▶ How to complete this task: Wherever the string "Park" shows up in the records below, return that line.

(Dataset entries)
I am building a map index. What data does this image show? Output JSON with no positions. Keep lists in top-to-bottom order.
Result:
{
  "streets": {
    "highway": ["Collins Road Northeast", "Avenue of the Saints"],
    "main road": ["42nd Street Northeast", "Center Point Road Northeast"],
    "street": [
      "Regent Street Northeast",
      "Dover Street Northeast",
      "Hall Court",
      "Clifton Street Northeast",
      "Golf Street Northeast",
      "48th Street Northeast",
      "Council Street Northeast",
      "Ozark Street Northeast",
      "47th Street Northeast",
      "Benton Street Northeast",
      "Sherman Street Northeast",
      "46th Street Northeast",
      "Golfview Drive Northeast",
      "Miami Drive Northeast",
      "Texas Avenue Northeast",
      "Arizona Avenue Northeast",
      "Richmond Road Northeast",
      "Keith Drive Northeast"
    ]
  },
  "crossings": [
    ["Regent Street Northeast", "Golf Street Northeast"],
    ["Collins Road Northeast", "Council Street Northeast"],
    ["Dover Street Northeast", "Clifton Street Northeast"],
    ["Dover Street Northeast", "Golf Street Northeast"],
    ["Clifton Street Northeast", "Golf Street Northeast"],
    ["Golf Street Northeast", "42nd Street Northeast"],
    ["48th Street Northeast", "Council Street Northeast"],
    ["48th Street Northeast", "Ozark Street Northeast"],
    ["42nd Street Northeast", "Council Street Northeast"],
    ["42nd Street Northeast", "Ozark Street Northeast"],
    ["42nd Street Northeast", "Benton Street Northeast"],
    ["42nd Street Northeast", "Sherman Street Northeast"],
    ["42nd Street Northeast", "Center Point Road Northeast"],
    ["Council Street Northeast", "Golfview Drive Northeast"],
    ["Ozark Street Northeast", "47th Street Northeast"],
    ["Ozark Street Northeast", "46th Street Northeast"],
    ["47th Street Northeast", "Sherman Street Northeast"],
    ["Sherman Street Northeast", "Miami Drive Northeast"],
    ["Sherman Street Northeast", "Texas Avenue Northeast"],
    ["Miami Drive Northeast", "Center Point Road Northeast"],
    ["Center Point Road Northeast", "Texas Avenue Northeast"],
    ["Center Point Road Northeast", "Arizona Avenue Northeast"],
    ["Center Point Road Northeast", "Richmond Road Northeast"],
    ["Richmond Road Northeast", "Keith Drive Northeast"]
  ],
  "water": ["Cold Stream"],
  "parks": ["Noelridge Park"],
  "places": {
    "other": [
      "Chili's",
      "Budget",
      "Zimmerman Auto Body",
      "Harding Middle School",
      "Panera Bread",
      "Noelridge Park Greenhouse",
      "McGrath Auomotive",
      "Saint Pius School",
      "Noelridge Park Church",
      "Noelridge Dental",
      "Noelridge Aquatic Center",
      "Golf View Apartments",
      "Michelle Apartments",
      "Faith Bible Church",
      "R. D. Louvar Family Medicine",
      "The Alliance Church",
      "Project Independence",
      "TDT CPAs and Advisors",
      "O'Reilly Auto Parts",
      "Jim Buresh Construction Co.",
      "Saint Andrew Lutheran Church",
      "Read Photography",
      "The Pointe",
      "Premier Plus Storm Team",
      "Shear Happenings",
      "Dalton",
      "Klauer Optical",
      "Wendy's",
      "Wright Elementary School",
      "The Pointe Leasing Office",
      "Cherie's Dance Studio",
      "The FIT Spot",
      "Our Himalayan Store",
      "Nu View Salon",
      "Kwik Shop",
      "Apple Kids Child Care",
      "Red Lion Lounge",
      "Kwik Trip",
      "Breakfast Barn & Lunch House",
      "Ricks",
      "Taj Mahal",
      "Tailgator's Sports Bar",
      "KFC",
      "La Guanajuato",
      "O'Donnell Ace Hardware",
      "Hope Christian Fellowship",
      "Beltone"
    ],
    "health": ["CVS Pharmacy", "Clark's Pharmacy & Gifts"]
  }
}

▶ The answer:
  "parks": ["Noelridge Park"],
      "Noelridge Park Greenhouse",
      "Noelridge Park Church",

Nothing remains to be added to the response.